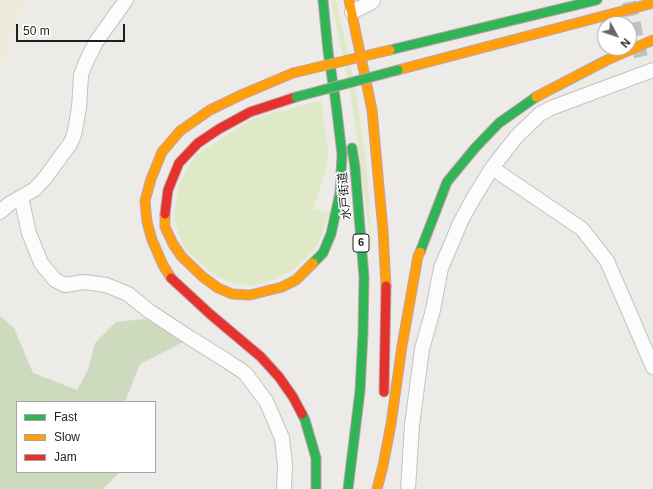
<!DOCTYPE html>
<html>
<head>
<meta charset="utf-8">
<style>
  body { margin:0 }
  #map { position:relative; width:653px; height:489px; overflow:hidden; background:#edebe8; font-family:Helvetica,sans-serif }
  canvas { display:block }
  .legend { position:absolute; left:16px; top:401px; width:140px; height:72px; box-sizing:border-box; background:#fff; border:1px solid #a5a5a5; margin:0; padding:5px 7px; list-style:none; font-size:12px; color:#1f1f1f }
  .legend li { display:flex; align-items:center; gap:8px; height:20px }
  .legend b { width:20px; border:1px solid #a5a5a5 }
  .north { position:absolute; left:597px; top:16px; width:40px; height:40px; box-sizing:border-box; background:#fff; border:1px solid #a5a5a5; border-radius:50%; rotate:130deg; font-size:11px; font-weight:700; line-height:16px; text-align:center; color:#1f1f1f }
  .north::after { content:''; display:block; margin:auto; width:14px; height:18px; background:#676665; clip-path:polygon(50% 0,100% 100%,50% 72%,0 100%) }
  .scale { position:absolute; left:16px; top:24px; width:109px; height:18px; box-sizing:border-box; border:2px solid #1f1f1f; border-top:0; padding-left:5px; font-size:12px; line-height:14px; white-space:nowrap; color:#1f1f1f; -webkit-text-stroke:3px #fff; paint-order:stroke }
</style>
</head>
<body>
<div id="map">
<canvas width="653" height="489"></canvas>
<ul class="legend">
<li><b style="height:5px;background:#30b455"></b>Fast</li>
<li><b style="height:5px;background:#ff9f0a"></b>Slow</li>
<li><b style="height:5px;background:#e5322d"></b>Jam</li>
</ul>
<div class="north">N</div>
<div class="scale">50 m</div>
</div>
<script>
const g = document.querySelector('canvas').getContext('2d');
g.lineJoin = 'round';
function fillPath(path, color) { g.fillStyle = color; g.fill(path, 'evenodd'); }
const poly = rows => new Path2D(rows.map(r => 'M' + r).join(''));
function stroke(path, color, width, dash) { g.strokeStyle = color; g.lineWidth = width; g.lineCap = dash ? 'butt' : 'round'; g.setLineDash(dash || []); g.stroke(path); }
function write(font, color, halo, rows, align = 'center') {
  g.font = font + ' Helvetica,"Noto Sans JP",sans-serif'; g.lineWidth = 3; g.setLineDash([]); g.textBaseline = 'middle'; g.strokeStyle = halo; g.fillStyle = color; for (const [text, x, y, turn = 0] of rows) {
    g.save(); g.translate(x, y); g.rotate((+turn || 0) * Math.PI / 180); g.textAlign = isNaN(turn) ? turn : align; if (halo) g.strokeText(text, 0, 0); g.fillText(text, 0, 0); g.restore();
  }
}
fillPath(poly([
  [0,0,24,0,17,23,0,72]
]), '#edebdc');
fillPath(poly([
  [331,0,336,0,356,91,366,161,373,261,356,130,350,92],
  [321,100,329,159,313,210,330,212,317,246,299,266,273,280,252,286,232,283,214,275,185,250,176,226,174,210,180,181,196,155,252,119]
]), '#dfe9c8');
fillPath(poly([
  [0,316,14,328,33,373,77,390,88,370,95,343,116,322,143,319,163,324,183,342,140,364,125,402,17,402,17,472,120,472,103,489,0,489]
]), '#cddabe');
stroke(poly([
  [629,2,642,62]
]), '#c4c2c0', 14, [14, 7]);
const street = poly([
  [352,12,372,2,373,0],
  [492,168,582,229,607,261,653,367],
  [21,197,29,233,41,263,55,280,65,285,84,282,106,285,128,294,149,311,190,338,224,359,245,373,266,401,282,438,285,465,284,489],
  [0,212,9,204,35,189,45,178,70,144,74,135,79,108,81,75,86,62,96,42,126,0],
  [408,489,412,425,422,349,433,310,441,268,461,221,473,199,492,168,517,136,540,114,551,108,653,70]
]);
const fast = poly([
  [390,50,597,0],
  [420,252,447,182,475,148,499,123,536,97],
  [313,263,323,253,331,234,340,193,342,154,336,104,328,51,323,0],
  [302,414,305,420,316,458,316,489],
  [348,489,360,391,363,333,364,277,355,167,352,148]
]);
const slow = poly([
  [349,0,372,110,383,230,386,286],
  [398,70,653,3],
  [536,97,607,60,653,40],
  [165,214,165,227,173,244,182,257,203,277,218,288,232,294,250,295,282,287,296,280,313,263],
  [171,278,163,265,152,240,147,222,145,201,151,179,162,152,180,131,210,110,241,95,293,73],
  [377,489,383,466,391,424,402,346,418,256,420,252]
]);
const jam = poly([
  [165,214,168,190,179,163,198,143,219,129,250,112,296,97],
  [171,278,210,314,261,357,279,377,293,397,302,414],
  [384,392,386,286]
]);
stroke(street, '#c3c2c0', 16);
stroke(fast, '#c2a0af', 11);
stroke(slow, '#c2a0af', 11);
stroke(jam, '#c2a0af', 11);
stroke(street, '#fcfcfc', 14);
stroke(fast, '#30b455', 9);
stroke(slow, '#ff9f0a', 9);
stroke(jam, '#e5322d', 9);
const fastBridge = poly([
  [296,97,398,70]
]);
const slowBridge = poly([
  [293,73,390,50]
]);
stroke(fastBridge, '#c2a0af', 11, []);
stroke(slowBridge, '#c2a0af', 11, []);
stroke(fastBridge, '#30b455', 9);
stroke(slowBridge, '#ff9f0a', 9);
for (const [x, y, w] of [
  [361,243,16]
]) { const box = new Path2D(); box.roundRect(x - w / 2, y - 9, w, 18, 3); g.fillStyle = '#fff'; g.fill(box); stroke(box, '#1f1f1f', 1); }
write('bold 11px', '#1f1f1f', null, [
  ["6",361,243]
]);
write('12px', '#1f1f1f', '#fff', [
  ["水戸街道",345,196,-95]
]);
</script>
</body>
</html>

*Description of the task*:
What lines of the data include the word "canvas"? Copy each of them.

*Exercise answer*:
  canvas { display:block }
<canvas width="653" height="489"></canvas>
const g = document.querySelector('canvas').getContext('2d');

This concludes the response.